▸ WHAT IS NEEDED
Exactly as they appear, restate the lines of the material, from the first through the one containing "Dump the readable".

▸ DATA FOR THIS TASK
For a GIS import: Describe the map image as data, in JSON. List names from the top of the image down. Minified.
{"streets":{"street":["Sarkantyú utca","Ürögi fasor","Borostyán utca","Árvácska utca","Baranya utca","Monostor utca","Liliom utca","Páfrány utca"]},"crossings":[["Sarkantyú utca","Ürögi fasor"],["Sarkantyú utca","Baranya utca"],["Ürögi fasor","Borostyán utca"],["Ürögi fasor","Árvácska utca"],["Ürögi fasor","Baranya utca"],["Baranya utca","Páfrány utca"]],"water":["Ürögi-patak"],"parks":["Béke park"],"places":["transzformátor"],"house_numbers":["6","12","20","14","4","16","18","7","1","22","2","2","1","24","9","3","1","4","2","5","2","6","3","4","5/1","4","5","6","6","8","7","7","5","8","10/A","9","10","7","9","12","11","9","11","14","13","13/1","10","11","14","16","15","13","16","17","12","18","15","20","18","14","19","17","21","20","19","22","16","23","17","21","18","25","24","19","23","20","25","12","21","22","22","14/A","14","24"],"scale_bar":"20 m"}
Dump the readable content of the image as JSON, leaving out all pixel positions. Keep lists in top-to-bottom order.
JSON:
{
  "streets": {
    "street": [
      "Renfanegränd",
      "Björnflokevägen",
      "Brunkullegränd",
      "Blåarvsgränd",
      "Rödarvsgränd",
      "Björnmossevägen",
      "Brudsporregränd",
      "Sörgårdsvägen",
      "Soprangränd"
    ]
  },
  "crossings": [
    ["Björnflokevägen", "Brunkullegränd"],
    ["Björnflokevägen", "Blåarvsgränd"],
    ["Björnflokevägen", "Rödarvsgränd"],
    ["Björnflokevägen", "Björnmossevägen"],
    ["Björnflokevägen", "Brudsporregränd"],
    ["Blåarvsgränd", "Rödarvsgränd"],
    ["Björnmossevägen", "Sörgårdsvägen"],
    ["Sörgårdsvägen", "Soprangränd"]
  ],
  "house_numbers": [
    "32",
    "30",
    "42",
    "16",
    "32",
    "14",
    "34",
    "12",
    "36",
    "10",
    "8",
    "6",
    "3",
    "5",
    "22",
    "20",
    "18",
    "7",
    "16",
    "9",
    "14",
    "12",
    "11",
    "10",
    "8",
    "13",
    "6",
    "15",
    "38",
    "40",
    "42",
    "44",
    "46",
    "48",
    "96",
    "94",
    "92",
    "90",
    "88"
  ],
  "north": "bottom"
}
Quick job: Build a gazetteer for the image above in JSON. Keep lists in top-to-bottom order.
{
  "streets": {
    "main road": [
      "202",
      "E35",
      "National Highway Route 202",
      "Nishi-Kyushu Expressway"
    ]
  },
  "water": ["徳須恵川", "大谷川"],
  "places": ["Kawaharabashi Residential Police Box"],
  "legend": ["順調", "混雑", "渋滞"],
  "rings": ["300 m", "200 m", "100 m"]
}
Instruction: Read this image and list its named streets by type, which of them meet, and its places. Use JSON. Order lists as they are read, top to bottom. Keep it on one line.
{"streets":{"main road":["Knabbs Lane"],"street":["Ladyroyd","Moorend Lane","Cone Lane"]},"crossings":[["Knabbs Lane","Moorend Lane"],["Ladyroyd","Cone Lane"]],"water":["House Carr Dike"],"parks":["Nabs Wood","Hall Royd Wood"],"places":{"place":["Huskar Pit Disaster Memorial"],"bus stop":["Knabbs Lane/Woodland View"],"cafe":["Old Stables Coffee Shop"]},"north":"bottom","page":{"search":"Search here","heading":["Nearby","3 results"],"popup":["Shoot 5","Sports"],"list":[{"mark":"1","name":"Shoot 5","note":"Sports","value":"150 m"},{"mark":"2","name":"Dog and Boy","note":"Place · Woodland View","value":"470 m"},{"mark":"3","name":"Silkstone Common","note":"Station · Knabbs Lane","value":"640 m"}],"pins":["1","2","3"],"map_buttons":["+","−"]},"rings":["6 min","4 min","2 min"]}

▸ RESPONSE AREA
For a GIS import: Describe the map image as data, in JSON. List names from the top of the image down. Minified.
{"streets":{"street":["Sarkantyú utca","Ürögi fasor","Borostyán utca","Árvácska utca","Baranya utca","Monostor utca","Liliom utca","Páfrány utca"]},"crossings":[["Sarkantyú utca","Ürögi fasor"],["Sarkantyú utca","Baranya utca"],["Ürögi fasor","Borostyán utca"],["Ürögi fasor","Árvácska utca"],["Ürögi fasor","Baranya utca"],["Baranya utca","Páfrány utca"]],"water":["Ürögi-patak"],"parks":["Béke park"],"places":["transzformátor"],"house_numbers":["6","12","20","14","4","16","18","7","1","22","2","2","1","24","9","3","1","4","2","5","2","6","3","4","5/1","4","5","6","6","8","7","7","5","8","10/A","9","10","7","9","12","11","9","11","14","13","13/1","10","11","14","16","15","13","16","17","12","18","15","20","18","14","19","17","21","20","19","22","16","23","17","21","18","25","24","19","23","20","25","12","21","22","22","14/A","14","24"],"scale_bar":"20 m"}
Dump the readable content of the image as JSON, leaving out all pixel positions. Keep lists in top-to-bottom order.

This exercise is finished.